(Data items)

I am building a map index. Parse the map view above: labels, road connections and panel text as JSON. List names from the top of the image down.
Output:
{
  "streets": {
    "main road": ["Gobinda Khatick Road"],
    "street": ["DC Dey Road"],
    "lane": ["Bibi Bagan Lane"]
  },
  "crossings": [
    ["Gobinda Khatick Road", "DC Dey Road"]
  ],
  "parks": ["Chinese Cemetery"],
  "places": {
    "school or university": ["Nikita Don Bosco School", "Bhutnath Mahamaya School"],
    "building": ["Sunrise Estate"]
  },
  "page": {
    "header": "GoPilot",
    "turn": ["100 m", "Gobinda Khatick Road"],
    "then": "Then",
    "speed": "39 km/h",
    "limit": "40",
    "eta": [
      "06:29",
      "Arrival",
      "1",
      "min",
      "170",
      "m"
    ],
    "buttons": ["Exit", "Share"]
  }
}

==

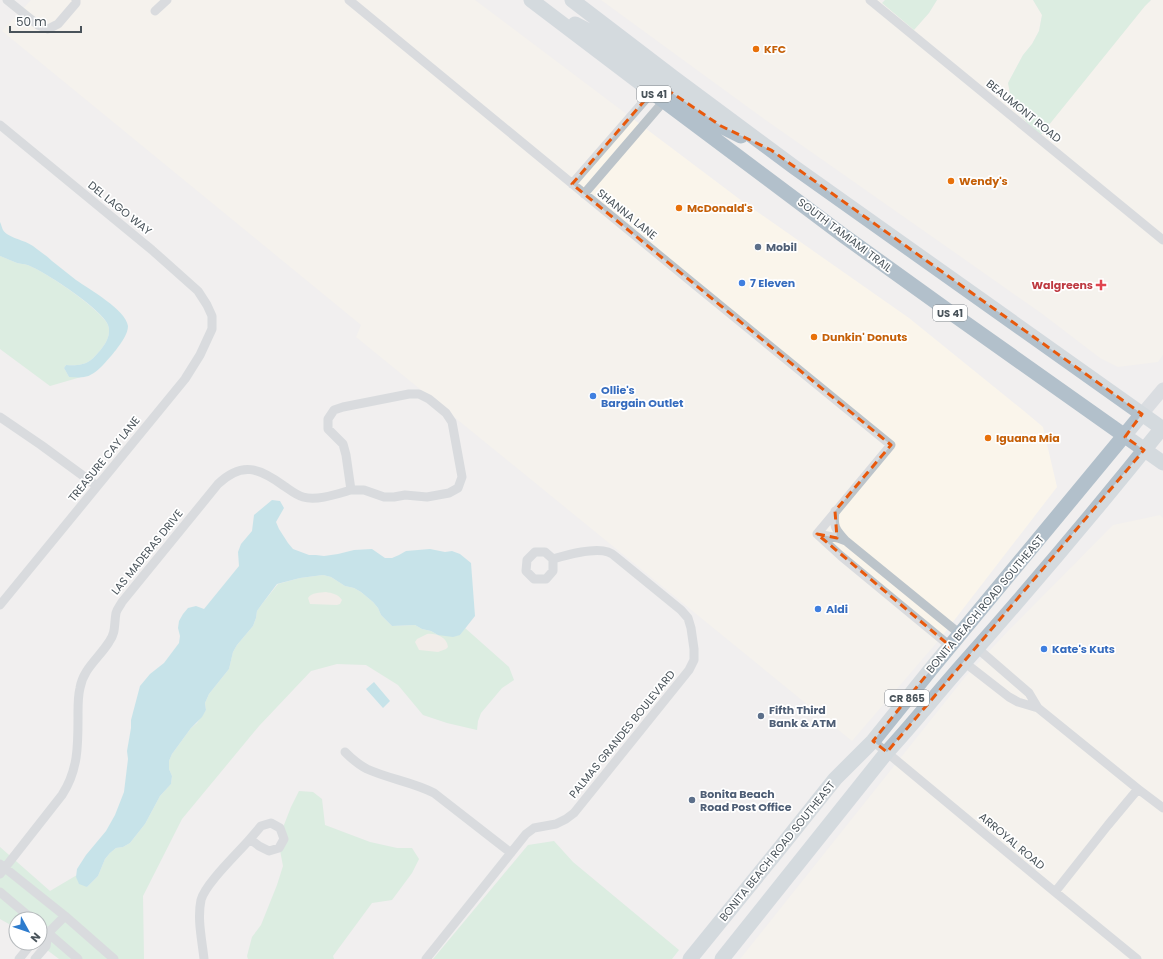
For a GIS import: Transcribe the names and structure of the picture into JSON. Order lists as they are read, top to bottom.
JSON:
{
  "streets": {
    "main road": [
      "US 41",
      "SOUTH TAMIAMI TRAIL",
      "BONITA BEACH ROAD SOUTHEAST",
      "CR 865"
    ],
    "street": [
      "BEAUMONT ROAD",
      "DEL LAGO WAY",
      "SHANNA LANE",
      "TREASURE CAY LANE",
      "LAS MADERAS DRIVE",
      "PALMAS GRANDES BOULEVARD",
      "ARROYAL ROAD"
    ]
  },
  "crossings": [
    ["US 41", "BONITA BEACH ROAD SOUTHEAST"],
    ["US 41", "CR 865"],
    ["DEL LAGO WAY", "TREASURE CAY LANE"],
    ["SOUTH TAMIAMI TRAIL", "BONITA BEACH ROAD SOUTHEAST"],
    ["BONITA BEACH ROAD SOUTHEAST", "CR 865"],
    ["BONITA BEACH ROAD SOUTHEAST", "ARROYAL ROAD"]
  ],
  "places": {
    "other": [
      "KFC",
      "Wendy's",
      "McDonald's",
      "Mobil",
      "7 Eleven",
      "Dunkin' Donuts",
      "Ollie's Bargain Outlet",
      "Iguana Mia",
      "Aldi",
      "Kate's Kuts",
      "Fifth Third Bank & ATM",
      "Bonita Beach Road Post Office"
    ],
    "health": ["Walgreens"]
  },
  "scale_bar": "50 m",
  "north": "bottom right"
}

ABOUT THIS TASK
Copy down each line in the entries that has the word "names".

ANSWER SECTION
I am building a map index. Parse the map view above: labels, road connections and panel text as JSON. List names from the top of the image down.
For a GIS import: Transcribe the names and structure of the picture into JSON. Order lists as they are read, top to bottom.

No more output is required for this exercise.